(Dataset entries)
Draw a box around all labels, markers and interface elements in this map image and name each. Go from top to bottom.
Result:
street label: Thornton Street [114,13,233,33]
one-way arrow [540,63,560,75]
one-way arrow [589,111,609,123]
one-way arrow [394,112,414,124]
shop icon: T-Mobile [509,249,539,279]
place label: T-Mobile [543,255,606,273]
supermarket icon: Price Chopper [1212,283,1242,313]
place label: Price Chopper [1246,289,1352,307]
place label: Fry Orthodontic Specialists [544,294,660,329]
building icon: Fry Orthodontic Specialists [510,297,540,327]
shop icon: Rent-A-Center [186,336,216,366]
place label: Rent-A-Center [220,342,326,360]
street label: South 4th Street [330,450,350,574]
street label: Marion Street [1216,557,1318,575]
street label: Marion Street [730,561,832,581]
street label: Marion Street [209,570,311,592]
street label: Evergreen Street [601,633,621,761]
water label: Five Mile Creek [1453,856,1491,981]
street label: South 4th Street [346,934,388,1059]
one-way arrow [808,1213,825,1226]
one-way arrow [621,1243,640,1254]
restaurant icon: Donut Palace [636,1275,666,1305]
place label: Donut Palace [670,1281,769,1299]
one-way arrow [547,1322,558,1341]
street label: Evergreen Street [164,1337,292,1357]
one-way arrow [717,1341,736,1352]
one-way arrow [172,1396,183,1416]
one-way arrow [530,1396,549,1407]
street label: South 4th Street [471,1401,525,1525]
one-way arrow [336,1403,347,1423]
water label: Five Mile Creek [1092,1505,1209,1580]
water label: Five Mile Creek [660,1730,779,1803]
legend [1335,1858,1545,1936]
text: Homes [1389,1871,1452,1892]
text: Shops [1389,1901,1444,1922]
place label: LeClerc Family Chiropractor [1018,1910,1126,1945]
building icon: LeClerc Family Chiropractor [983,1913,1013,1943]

Work item: Please reproduce all of the entries exactly as they stand.

Problem solution:
Draw a box around all labels, markers and interface elements in this map image and name each. Go from top to bottom.
Result:
street label: Thornton Street [114,13,233,33]
one-way arrow [540,63,560,75]
one-way arrow [589,111,609,123]
one-way arrow [394,112,414,124]
shop icon: T-Mobile [509,249,539,279]
place label: T-Mobile [543,255,606,273]
supermarket icon: Price Chopper [1212,283,1242,313]
place label: Price Chopper [1246,289,1352,307]
place label: Fry Orthodontic Specialists [544,294,660,329]
building icon: Fry Orthodontic Specialists [510,297,540,327]
shop icon: Rent-A-Center [186,336,216,366]
place label: Rent-A-Center [220,342,326,360]
street label: South 4th Street [330,450,350,574]
street label: Marion Street [1216,557,1318,575]
street label: Marion Street [730,561,832,581]
street label: Marion Street [209,570,311,592]
street label: Evergreen Street [601,633,621,761]
water label: Five Mile Creek [1453,856,1491,981]
street label: South 4th Street [346,934,388,1059]
one-way arrow [808,1213,825,1226]
one-way arrow [621,1243,640,1254]
restaurant icon: Donut Palace [636,1275,666,1305]
place label: Donut Palace [670,1281,769,1299]
one-way arrow [547,1322,558,1341]
street label: Evergreen Street [164,1337,292,1357]
one-way arrow [717,1341,736,1352]
one-way arrow [172,1396,183,1416]
one-way arrow [530,1396,549,1407]
street label: South 4th Street [471,1401,525,1525]
one-way arrow [336,1403,347,1423]
water label: Five Mile Creek [1092,1505,1209,1580]
water label: Five Mile Creek [660,1730,779,1803]
legend [1335,1858,1545,1936]
text: Homes [1389,1871,1452,1892]
text: Shops [1389,1901,1444,1922]
place label: LeClerc Family Chiropractor [1018,1910,1126,1945]
building icon: LeClerc Family Chiropractor [983,1913,1013,1943]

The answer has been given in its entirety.